This paper shows the impacts of sea level anomaly and its temporal variations on the subsurface gravity gradients, usually neglected by present studies. This topic has broad interest in the geodesy and oceanography communities. Results of this manuscript showed that the temporal variations of the sea level could generate about 20 Eötvös of gravity gradient variations at 10 m depth on the gravity gradient reference maps, which is measured prior to the navigation and thus assumed invariant. Considering that commercial gravity gradiometer (Air-FTG) has reported an accuracy of 5–7 Eötvös in 2013, the impacts of sea level variation need to be considered in the submarine navigation. Therefore, this manuscript is acceptable for publication in Sensors. The manuscript is well written and only needs minor modifications.

The suggested minor revisions are listed below.

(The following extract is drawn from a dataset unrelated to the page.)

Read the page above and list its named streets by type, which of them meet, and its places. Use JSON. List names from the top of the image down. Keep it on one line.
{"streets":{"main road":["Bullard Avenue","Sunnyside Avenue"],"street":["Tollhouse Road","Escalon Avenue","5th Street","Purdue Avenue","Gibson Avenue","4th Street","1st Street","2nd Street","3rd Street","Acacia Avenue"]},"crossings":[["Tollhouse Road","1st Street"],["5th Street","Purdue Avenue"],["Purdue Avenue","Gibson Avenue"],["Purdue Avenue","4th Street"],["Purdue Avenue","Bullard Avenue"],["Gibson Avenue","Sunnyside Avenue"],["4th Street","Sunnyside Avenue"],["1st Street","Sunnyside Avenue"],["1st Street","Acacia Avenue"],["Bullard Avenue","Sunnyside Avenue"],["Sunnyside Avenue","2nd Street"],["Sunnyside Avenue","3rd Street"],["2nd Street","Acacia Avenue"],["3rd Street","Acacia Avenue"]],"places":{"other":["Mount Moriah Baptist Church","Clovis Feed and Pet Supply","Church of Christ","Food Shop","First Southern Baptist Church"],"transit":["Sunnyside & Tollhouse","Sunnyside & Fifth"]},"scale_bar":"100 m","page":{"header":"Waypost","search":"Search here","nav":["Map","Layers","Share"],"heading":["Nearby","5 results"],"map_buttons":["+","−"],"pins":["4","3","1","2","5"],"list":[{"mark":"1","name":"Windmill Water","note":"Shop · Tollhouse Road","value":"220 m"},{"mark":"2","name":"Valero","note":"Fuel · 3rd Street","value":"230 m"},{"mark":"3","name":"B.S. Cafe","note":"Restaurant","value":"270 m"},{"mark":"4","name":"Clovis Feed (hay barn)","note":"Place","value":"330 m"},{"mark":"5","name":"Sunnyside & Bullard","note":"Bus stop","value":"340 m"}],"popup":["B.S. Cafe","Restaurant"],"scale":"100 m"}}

Line 48: Please add specific numbers or descriptions to help the readers understand what is the sea state above level 4.

Lines 75-78: “Satellite altimetry has …… geoid, gravity anomalies, etc.” This sentence is irrelevant to the topic of this manuscript, right? It is more helpful to tell the readers the accuracy of the sea level products.

Line 84: “…… method.” Need references, e.g.,

Yang, J., Jekeli, C., & Liu, L. (2018). Seafloor topography estimation from gravity gradients using simulated annealing. Journal of Geophysical Research: Solid Earth, 123(8), 6958-6975. https://doi.org/10.1029/2018JB015883

Zhu, L., & Jekeli, C. (2009). Gravity gradient modeling using gravity and DEM. Journal of Geodesy, 83(6), 557-567. https://doi.org/10.1007/s00190-008-0273-2

Line 129: Is it “Annual range of the sea level anomalies ……”?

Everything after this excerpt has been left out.